# [What this task involves]
Output exactly the lines between the one holding "Quick job: Convert" and the last line of the data below, both of those lines included.

===== Given records =====

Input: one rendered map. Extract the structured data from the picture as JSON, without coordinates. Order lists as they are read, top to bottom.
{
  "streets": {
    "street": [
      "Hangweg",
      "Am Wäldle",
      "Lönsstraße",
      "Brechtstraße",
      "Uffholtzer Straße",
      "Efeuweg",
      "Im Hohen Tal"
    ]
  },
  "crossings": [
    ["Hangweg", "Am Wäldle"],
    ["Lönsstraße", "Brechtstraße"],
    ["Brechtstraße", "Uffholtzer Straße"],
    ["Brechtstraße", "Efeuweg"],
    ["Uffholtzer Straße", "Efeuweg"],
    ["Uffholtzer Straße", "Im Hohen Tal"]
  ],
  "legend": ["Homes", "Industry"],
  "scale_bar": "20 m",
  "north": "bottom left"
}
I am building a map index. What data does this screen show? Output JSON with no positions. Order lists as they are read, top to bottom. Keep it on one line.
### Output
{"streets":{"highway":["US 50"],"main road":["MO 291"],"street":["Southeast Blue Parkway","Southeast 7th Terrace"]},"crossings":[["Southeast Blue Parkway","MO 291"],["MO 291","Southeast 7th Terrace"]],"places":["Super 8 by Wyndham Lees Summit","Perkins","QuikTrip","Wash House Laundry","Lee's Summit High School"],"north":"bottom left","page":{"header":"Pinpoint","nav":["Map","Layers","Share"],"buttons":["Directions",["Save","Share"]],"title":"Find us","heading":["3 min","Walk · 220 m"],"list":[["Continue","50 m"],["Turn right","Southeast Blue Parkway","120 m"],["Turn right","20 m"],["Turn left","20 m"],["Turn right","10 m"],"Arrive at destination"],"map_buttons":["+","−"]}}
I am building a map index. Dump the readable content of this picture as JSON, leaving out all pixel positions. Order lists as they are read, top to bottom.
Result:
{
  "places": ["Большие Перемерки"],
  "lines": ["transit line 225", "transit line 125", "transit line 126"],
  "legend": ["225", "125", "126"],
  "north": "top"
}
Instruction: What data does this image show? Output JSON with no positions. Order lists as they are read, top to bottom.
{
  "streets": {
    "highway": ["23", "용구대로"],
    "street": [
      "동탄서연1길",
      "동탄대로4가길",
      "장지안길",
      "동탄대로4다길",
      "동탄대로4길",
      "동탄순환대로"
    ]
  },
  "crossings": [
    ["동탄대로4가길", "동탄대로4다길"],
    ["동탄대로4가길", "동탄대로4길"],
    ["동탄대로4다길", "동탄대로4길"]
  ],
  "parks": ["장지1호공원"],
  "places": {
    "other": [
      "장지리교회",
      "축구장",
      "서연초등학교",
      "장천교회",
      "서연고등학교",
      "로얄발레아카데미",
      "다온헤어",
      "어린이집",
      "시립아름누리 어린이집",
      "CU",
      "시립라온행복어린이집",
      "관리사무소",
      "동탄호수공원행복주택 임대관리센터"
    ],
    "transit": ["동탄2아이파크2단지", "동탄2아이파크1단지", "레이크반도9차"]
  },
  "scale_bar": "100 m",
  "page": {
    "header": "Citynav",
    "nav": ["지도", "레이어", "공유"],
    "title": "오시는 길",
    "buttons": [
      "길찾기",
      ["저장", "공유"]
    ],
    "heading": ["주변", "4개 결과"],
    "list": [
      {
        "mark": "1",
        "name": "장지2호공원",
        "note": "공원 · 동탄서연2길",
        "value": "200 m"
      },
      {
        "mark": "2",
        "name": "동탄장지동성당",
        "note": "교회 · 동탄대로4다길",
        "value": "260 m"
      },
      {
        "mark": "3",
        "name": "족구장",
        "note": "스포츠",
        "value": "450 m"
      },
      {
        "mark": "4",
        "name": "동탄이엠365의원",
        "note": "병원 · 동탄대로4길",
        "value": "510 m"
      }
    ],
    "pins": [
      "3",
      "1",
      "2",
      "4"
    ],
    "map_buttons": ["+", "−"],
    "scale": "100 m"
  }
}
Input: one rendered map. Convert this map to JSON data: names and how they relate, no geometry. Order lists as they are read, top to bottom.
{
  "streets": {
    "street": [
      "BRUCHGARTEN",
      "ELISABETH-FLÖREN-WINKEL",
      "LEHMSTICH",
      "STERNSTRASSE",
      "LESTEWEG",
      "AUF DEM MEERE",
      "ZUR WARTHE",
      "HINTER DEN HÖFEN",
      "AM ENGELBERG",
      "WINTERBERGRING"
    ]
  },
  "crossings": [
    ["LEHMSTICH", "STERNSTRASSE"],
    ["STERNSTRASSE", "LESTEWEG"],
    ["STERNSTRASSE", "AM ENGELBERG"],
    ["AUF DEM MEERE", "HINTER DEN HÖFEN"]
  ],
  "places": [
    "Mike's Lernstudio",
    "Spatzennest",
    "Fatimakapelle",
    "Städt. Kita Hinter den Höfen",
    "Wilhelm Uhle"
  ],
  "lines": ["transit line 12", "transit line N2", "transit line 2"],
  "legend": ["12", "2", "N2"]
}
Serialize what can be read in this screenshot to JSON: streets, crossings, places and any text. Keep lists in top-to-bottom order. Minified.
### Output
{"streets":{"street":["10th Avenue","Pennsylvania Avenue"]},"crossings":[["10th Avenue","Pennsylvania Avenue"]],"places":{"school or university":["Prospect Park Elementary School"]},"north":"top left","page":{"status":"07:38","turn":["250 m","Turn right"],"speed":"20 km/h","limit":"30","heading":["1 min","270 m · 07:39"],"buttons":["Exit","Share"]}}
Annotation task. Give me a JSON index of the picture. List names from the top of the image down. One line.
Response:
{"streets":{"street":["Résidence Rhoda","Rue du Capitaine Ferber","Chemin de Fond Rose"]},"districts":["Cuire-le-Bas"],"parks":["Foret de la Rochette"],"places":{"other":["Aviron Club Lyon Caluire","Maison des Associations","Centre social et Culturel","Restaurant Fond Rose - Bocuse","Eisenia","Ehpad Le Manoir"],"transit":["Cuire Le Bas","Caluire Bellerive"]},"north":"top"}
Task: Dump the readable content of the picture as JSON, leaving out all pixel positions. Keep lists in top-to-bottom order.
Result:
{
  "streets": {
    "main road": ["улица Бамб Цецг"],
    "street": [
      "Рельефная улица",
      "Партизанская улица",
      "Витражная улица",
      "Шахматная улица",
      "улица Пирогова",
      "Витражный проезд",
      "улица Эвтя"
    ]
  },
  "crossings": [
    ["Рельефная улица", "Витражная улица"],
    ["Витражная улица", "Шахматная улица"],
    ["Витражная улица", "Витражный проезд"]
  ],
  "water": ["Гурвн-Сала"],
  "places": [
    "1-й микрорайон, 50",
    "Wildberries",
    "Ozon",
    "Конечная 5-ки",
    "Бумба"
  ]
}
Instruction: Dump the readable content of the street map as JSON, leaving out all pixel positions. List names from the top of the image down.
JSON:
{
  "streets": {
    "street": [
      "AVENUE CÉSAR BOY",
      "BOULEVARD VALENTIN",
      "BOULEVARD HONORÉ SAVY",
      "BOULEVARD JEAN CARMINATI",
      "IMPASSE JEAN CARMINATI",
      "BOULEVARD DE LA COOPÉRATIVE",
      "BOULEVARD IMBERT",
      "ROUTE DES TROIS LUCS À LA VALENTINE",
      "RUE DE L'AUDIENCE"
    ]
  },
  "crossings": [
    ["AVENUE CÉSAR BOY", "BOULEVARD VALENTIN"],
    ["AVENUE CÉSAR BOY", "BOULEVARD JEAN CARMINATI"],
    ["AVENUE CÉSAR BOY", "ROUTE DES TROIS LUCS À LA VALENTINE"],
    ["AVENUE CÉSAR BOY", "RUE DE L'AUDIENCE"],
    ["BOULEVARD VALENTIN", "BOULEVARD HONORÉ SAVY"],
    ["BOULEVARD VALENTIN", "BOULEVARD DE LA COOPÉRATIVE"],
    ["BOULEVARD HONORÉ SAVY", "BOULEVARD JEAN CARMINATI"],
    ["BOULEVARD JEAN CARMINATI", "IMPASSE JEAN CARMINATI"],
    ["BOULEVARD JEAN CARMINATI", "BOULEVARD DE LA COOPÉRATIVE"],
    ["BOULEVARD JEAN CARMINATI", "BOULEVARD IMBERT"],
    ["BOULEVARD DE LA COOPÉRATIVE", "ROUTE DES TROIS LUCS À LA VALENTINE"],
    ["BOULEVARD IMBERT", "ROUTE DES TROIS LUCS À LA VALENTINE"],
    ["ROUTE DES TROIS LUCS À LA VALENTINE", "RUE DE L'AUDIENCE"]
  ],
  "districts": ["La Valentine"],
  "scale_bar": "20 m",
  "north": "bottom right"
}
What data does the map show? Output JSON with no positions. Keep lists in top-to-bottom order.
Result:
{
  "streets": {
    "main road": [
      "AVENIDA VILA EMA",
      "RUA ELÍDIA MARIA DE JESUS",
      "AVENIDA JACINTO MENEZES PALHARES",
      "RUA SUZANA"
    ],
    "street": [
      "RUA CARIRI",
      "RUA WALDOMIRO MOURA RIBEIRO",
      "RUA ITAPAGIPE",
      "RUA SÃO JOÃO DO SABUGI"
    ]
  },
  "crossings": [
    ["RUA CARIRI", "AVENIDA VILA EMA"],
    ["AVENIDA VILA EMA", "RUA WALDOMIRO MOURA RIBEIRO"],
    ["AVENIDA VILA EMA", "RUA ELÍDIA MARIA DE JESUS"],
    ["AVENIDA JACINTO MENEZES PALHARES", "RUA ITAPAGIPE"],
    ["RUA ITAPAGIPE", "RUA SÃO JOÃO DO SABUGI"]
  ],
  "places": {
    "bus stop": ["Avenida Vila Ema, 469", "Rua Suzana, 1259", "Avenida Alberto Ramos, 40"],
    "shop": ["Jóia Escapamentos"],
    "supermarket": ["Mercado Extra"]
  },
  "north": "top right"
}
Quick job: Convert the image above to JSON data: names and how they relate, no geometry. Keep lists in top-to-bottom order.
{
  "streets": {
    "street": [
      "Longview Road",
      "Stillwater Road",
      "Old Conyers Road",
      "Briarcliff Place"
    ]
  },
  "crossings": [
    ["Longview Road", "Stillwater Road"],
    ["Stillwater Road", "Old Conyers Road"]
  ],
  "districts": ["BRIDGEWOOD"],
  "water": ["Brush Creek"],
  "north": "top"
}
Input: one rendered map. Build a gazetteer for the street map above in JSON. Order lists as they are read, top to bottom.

=====

# [Written answer]
Quick job: Convert the image above to JSON data: names and how they relate, no geometry. Keep lists in top-to-bottom order.
{
  "streets": {
    "street": [
      "Longview Road",
      "Stillwater Road",
      "Old Conyers Road",
      "Briarcliff Place"
    ]
  },
  "crossings": [
    ["Longview Road", "Stillwater Road"],
    ["Stillwater Road", "Old Conyers Road"]
  ],
  "districts": ["BRIDGEWOOD"],
  "water": ["Brush Creek"],
  "north": "top"
}
Input: one rendered map. Build a gazetteer for the street map above in JSON. Order lists as they are read, top to bottom.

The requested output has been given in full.